[Saved entries]
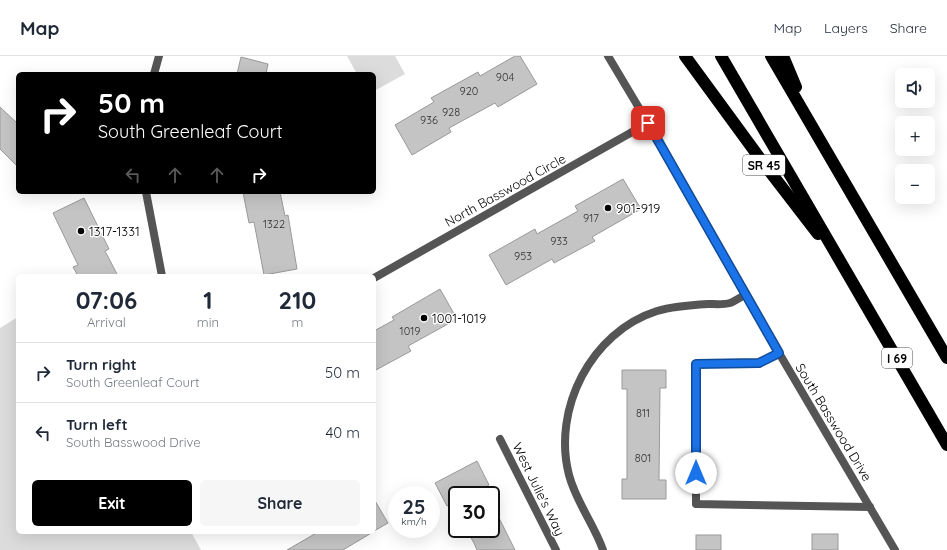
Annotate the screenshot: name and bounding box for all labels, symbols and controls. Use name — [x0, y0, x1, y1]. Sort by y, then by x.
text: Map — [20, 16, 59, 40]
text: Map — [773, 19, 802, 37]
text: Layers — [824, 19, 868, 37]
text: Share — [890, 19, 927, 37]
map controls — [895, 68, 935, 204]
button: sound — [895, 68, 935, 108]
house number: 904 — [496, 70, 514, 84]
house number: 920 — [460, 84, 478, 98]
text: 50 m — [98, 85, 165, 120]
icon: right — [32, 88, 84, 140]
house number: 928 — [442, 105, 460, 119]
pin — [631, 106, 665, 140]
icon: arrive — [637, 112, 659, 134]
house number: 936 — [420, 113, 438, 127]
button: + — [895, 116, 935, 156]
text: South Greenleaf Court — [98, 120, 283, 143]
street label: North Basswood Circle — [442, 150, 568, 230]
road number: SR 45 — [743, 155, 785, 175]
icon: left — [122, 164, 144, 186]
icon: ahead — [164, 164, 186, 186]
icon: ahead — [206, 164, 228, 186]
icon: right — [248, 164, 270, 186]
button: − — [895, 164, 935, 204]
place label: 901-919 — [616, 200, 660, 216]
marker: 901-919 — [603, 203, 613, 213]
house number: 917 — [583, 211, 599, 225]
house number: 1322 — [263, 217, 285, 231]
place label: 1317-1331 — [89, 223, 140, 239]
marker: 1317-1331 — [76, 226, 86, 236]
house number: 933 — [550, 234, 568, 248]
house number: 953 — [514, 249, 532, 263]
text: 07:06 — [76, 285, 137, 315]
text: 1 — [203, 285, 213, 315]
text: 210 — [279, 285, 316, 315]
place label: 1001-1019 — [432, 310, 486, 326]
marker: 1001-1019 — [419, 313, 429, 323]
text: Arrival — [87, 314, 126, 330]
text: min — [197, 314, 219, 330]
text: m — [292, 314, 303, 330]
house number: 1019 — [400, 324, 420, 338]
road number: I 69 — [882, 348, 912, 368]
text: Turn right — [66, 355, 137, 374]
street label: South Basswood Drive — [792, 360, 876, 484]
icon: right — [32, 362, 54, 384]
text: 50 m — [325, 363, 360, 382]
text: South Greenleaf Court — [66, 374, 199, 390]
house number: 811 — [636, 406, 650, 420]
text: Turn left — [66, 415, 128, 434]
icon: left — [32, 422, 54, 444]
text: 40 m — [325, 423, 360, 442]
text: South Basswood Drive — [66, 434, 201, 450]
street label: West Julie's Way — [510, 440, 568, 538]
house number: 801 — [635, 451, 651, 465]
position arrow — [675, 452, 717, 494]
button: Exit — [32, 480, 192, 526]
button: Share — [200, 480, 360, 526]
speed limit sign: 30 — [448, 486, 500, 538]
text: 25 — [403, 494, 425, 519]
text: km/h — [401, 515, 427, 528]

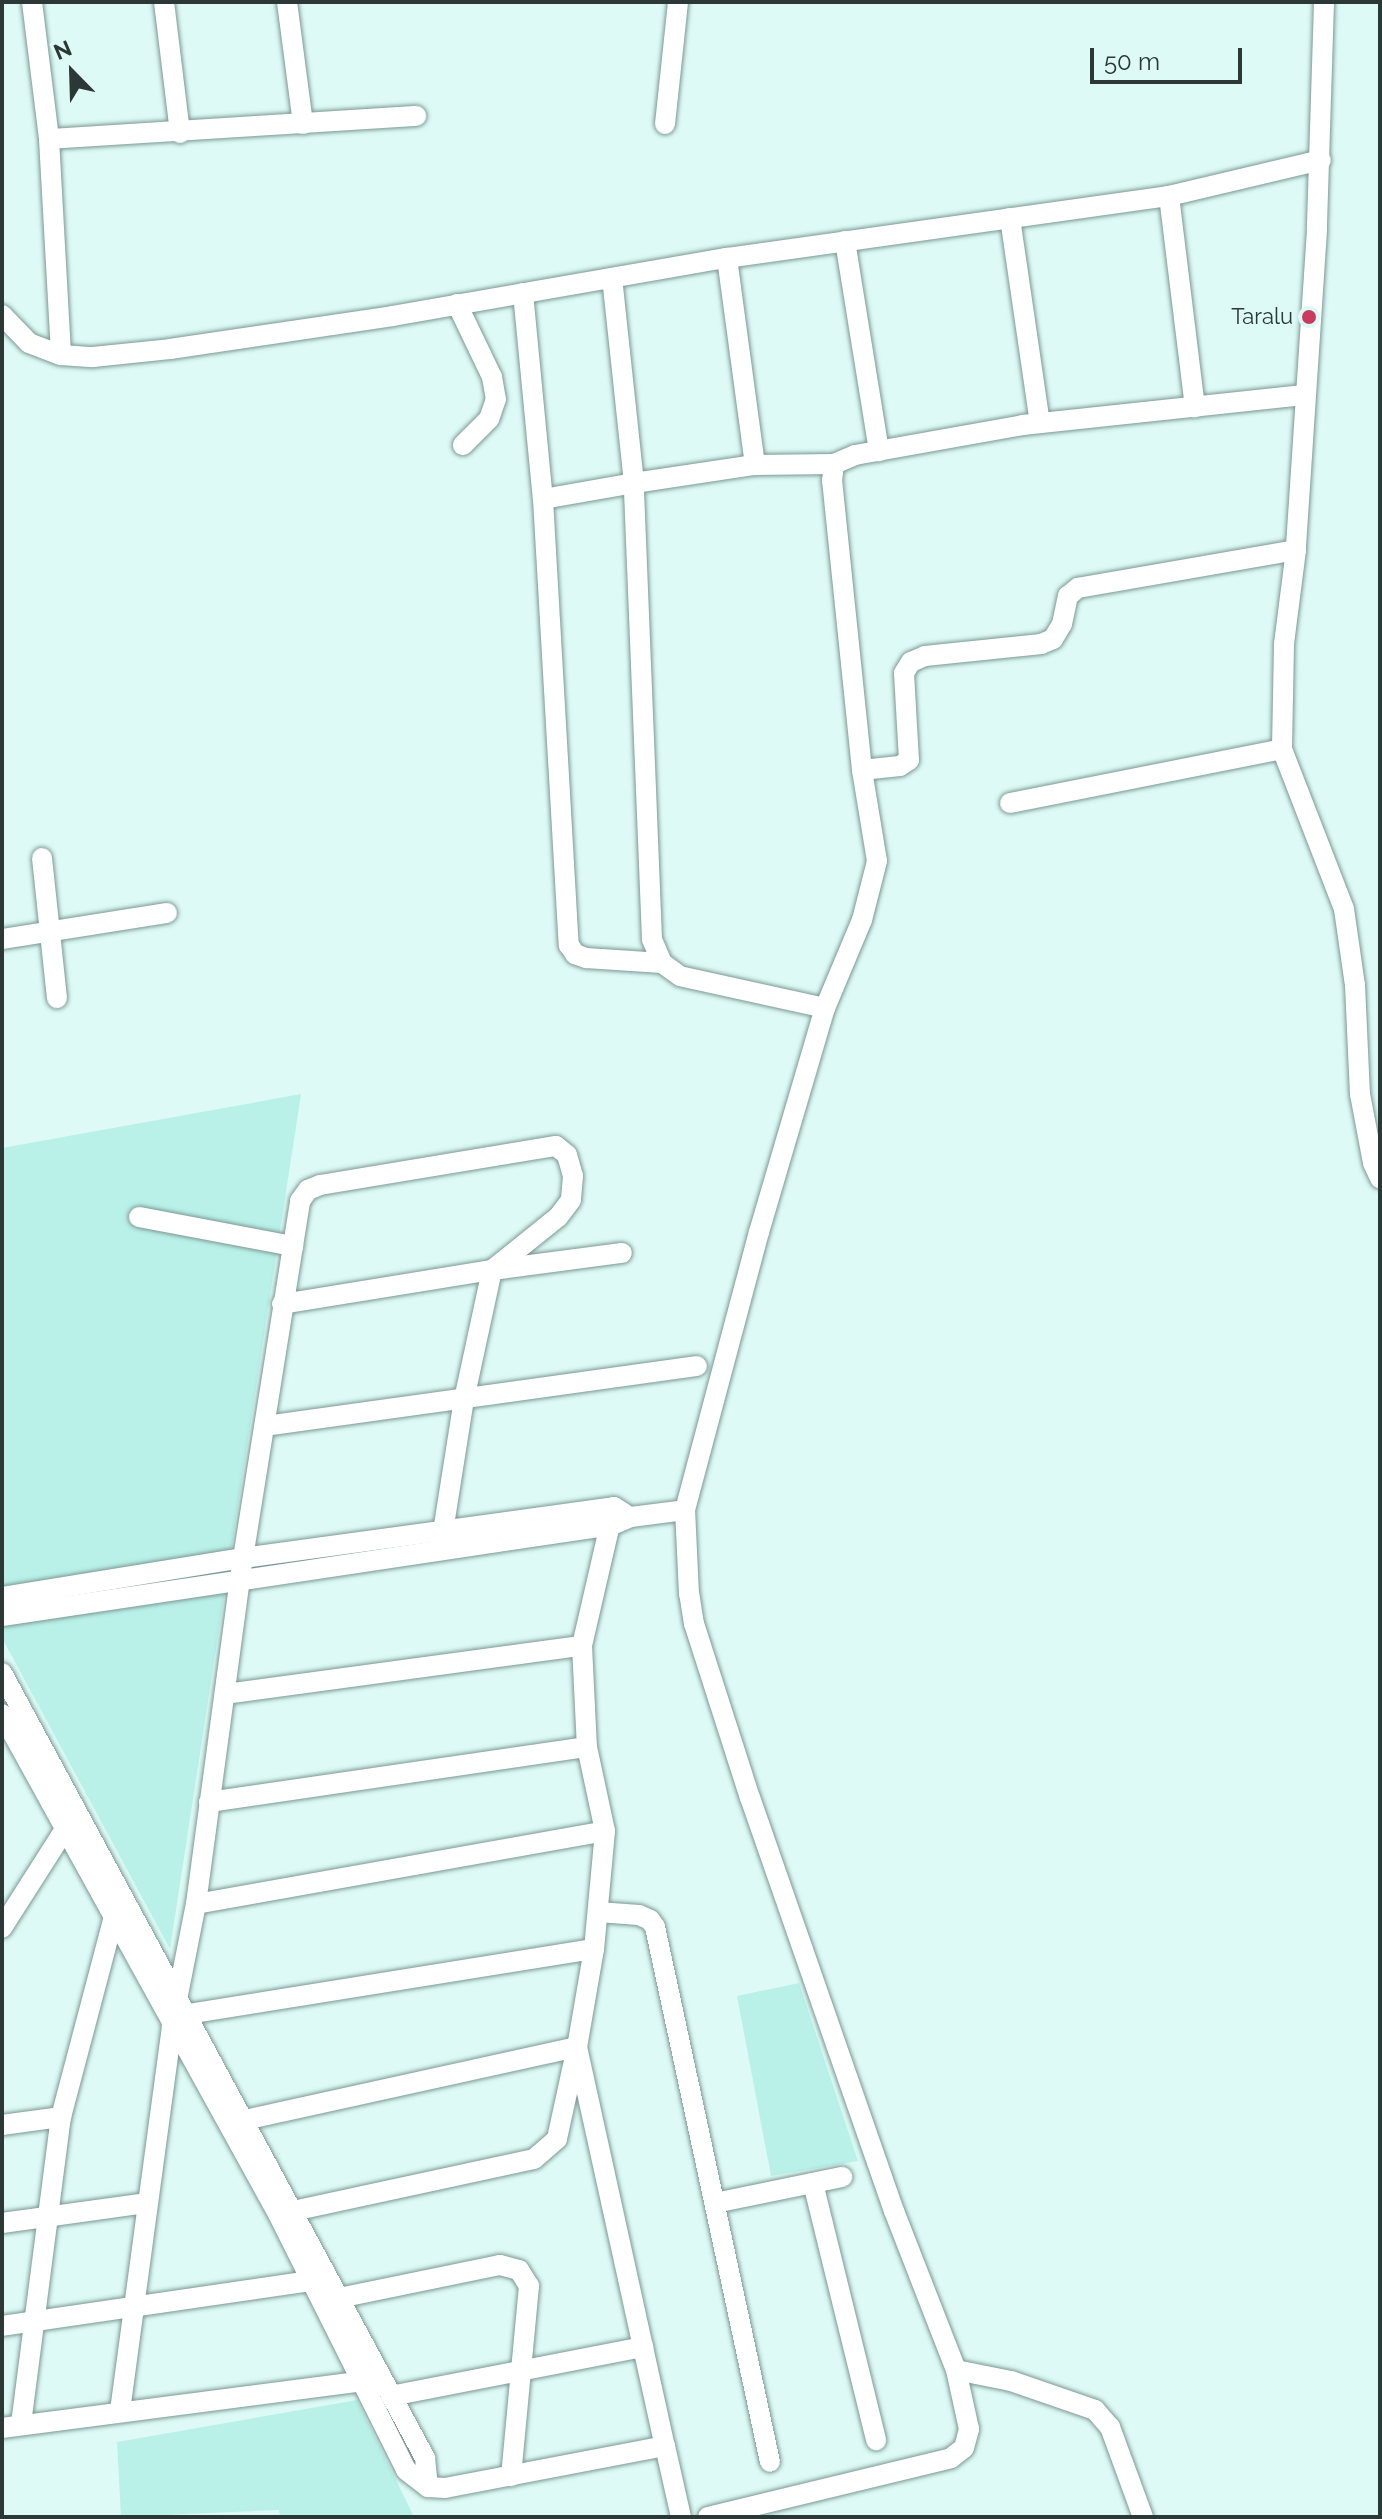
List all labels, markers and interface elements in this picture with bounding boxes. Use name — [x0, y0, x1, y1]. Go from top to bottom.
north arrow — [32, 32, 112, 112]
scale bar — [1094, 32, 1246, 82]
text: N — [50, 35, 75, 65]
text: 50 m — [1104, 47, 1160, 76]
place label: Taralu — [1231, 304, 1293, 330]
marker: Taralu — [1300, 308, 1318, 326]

**TO DO:** Repeat every line above exactly, minus the pictures.

**RESPONSE TO THIS TASK:**
Annotate the screenshot: name and bounding box for all labels, symbols and controls. Use name — [x0, y0, x1, y1]. Sort by y, then by x.
text: Map — [20, 16, 59, 40]
text: Map — [773, 19, 802, 37]
text: Layers — [824, 19, 868, 37]
text: Share — [890, 19, 927, 37]
map controls — [895, 68, 935, 204]
button: sound — [895, 68, 935, 108]
house number: 904 — [496, 70, 514, 84]
house number: 920 — [460, 84, 478, 98]
text: 50 m — [98, 85, 165, 120]
icon: right — [32, 88, 84, 140]
house number: 928 — [442, 105, 460, 119]
pin — [631, 106, 665, 140]
icon: arrive — [637, 112, 659, 134]
house number: 936 — [420, 113, 438, 127]
button: + — [895, 116, 935, 156]
text: South Greenleaf Court — [98, 120, 283, 143]
street label: North Basswood Circle — [442, 150, 568, 230]
road number: SR 45 — [743, 155, 785, 175]
icon: left — [122, 164, 144, 186]
icon: ahead — [164, 164, 186, 186]
icon: ahead — [206, 164, 228, 186]
icon: right — [248, 164, 270, 186]
button: − — [895, 164, 935, 204]
place label: 901-919 — [616, 200, 660, 216]
marker: 901-919 — [603, 203, 613, 213]
house number: 917 — [583, 211, 599, 225]
house number: 1322 — [263, 217, 285, 231]
place label: 1317-1331 — [89, 223, 140, 239]
marker: 1317-1331 — [76, 226, 86, 236]
house number: 933 — [550, 234, 568, 248]
house number: 953 — [514, 249, 532, 263]
text: 07:06 — [76, 285, 137, 315]
text: 1 — [203, 285, 213, 315]
text: 210 — [279, 285, 316, 315]
place label: 1001-1019 — [432, 310, 486, 326]
marker: 1001-1019 — [419, 313, 429, 323]
text: Arrival — [87, 314, 126, 330]
text: min — [197, 314, 219, 330]
text: m — [292, 314, 303, 330]
house number: 1019 — [400, 324, 420, 338]
road number: I 69 — [882, 348, 912, 368]
text: Turn right — [66, 355, 137, 374]
street label: South Basswood Drive — [792, 360, 876, 484]
icon: right — [32, 362, 54, 384]
text: 50 m — [325, 363, 360, 382]
text: South Greenleaf Court — [66, 374, 199, 390]
house number: 811 — [636, 406, 650, 420]
text: Turn left — [66, 415, 128, 434]
icon: left — [32, 422, 54, 444]
text: 40 m — [325, 423, 360, 442]
text: South Basswood Drive — [66, 434, 201, 450]
street label: West Julie's Way — [510, 440, 568, 538]
house number: 801 — [635, 451, 651, 465]
position arrow — [675, 452, 717, 494]
button: Exit — [32, 480, 192, 526]
button: Share — [200, 480, 360, 526]
speed limit sign: 30 — [448, 486, 500, 538]
text: 25 — [403, 494, 425, 519]
text: km/h — [401, 515, 427, 528]

List all labels, markers and interface elements in this picture with bounding boxes. Use name — [x0, y0, x1, y1]. Go from top to bottom.
north arrow — [32, 32, 112, 112]
scale bar — [1094, 32, 1246, 82]
text: N — [50, 35, 75, 65]
text: 50 m — [1104, 47, 1160, 76]
place label: Taralu — [1231, 304, 1293, 330]
marker: Taralu — [1300, 308, 1318, 326]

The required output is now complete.